Maurice franchit une nouvelle étape dans sa transformation digitale. Le Parlement a adopté, sans amendement, ce mardi 19 mai 2026, l’Electronic Transactions (Amendment) Bill 2026, présenté par le ministre des Technologies de l’information et de la communication, le Dr Avinash Ramtohul. Cette réforme majeure vient moderniser en profondeur le cadre juridique des échanges électroniques et adapter la législation mauricienne aux réalités de l’économie numérique.
Face à la multiplication des achats en ligne, des contrats numériques et des démarches administratives dématérialisées, le gouvernement entend ainsi offrir un environnement légal plus moderne, sécurisé et conforme aux standards internationaux. L’objectif affiché : renforcer la confiance dans les transactions numériques et consolider la position de Maurice dans l’économie digitale mondiale.
Parmi les principales avancées de cette réforme figure la révision de la Section 8 de la loi.

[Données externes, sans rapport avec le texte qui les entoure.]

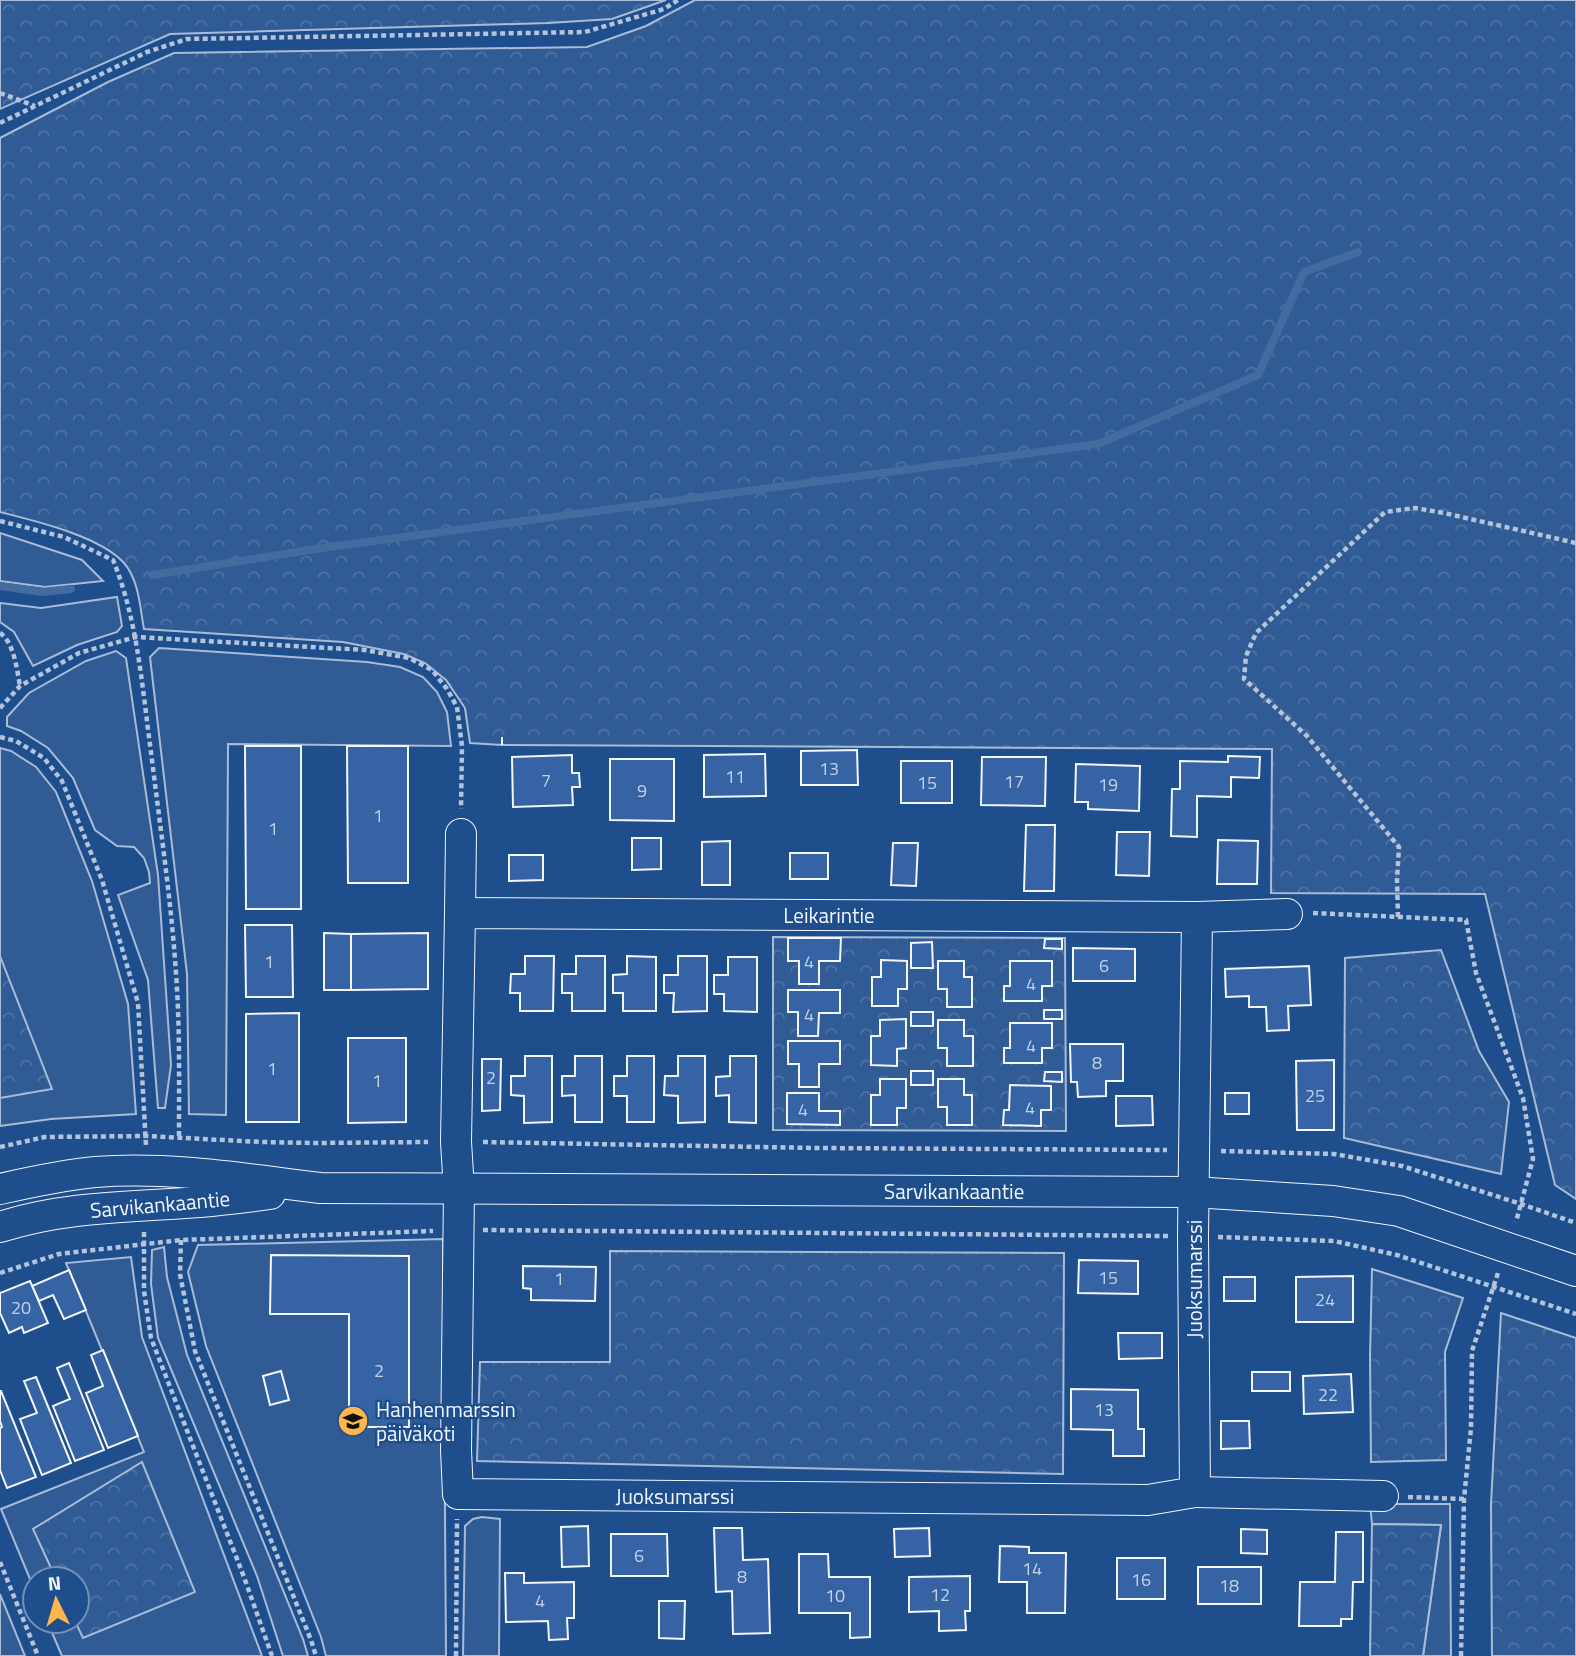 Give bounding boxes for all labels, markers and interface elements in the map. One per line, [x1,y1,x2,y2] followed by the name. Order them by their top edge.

Désormais, une signature électronique sera considérée comme légalement valable dès lors qu’elle permet d’identifier son auteur et de confirmer son consentement.
Concrètement, les documents signés en ligne — qu’il s’agisse de contrats commerciaux, de formalités administratives ou d’accords divers — bénéficieront de la même valeur juridique qu’une signature manuscrite, à condition que le procédé utilisé soit fiable et sécurisé. Une évolution qui devrait considérablement simplifier les démarches administratives et commerciales pour les particuliers comme pour les entreprises.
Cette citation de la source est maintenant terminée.